Na minha vida profissional, sempre foi assim. Quando fui fazer uma biblioteca no Tribunal Constitucional, logo a seguir à Constituição de 1976; quando fui para o Instituto Português do Cinema; quando fui para o CCB. Sempre fui por haver alguém que achou que eu era capaz.
Porque fez a primeira classe em casa, com a sua mãe?
Hoje penso que terá sido por causa de eu fazer anos em dezembro e iria entrar para a escola com cinco anos.
Os seus irmãos também a fizeram?
Não, fui o único. Era o filho mais novo [Nuno e Manuel, os Lobo Antunes mais novos, nasceram mais tarde, em 1954 e 1958, respetivamente] e, segundo dizem os meus irmãos (porque não tenho essa recordação), eu era o preferido. Como era muito meiguinho, a minha mãe quis ter aquele menino perto de si. Mas fez questão de ensinar os filhos a ler. Seguia o livro oficial, não a Cartilha Maternal de João de Deus.
O que o afastou da religião?
Já expliquei isto por várias vezes e, portanto, tenho um discurso, uma cassete, sobre o assunto. Aquela noção de que, fora da Igreja, não há salvação, a ideia da comunidade, que é uma característica da Igreja Católica, é uma construção teológica, por um lado, mas corresponde também a uma afetividade.
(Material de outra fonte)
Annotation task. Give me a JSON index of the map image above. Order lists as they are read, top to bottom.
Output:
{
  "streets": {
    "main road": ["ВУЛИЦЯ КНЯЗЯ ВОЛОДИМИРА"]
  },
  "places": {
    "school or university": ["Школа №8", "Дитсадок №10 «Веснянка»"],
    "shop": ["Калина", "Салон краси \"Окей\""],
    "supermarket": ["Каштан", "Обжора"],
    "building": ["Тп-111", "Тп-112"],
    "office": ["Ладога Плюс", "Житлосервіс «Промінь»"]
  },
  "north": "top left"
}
Isto é, era católico porque pertencia a grupos da minha idade, da Juventude Escolar Católica (JEC) e da Juventude Universitária Católica (JUC), em que todos éramos católicos. E vivia com muita intensidade aquela relação.
Isso não era o seu ambiente familiar, pois não?
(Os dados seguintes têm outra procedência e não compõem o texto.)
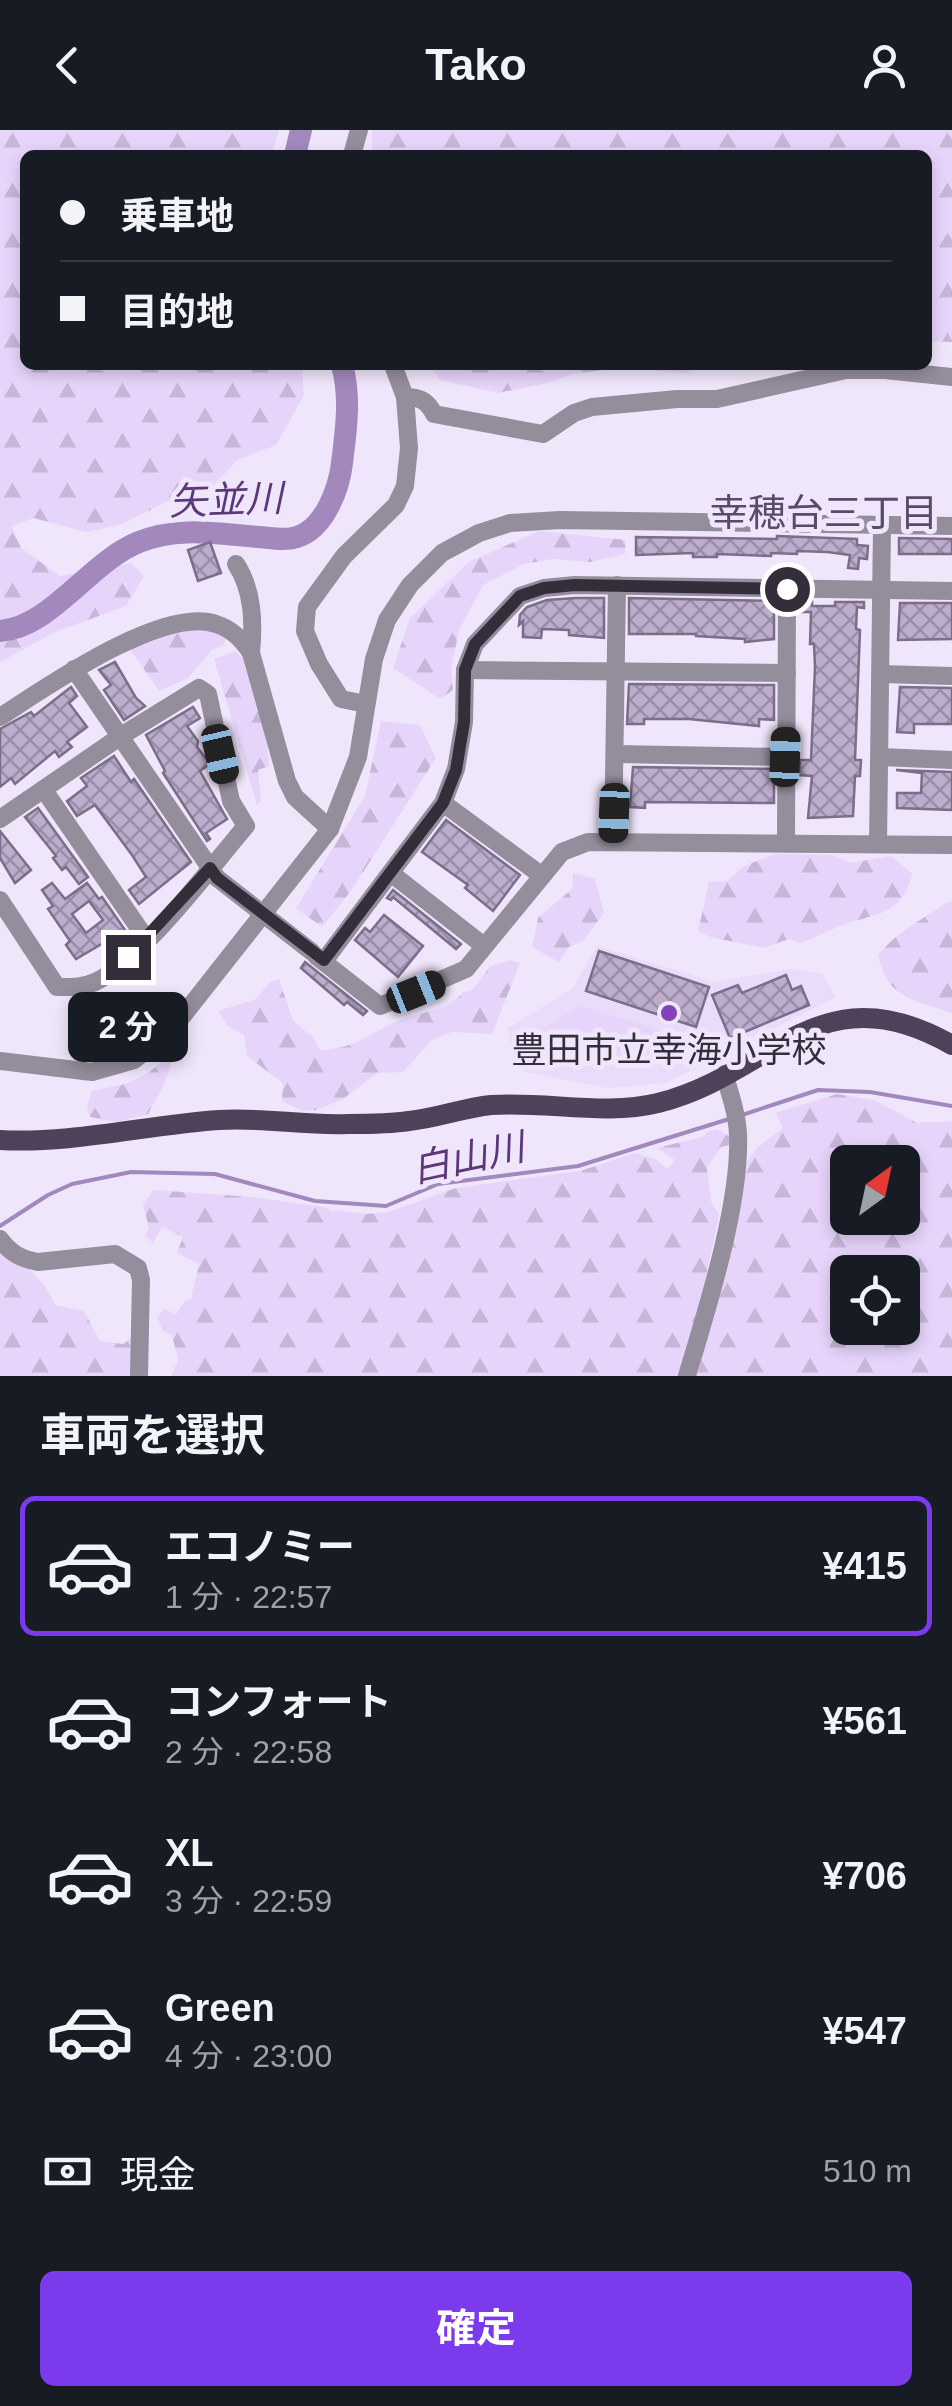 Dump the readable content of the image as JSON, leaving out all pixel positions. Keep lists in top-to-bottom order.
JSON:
{
  "districts": ["幸穂台三丁目"],
  "water": ["矢並川", "白山川"],
  "places": ["豊田市立幸海小学校"],
  "north": "top right",
  "page": {
    "header": "Tako",
    "banner": ["乗車地", "目的地"],
    "bubble": "2 分",
    "heading": "車両を選択",
    "list": [
      {
        "name": "エコノミー",
        "note": "1 分 · 22:57",
        "value": "¥415"
      },
      {
        "name": "コンフォート",
        "note": "2 分 · 22:58",
        "value": "¥561"
      },
      {
        "name": "XL",
        "note": "3 分 · 22:59",
        "value": "¥706"
      },
      {
        "name": "Green",
        "note": "4 分 · 23:00",
        "value": "¥547"
      }
    ],
    "pay": ["現金", "510 m"],
    "buttons": "確定"
  }
}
O meu pai nunca ia à missa; a minha mãe ia, mas não comungava. Ia porque, explicou-nos ela, achava que a fé era muito útil para a vida. E quando eu lhe perguntava porque ela não comungava, a mãe dizia que, como era surda, não se conseguia confessar, não percebia o que o padre dizia. Com cinco ou seis anos, eu achava que isto era uma explicação plausível. Quando o último filho deixou de ir à missa, ela também deixou de ir. Vencida. Não tinha conseguido o seu objetivo.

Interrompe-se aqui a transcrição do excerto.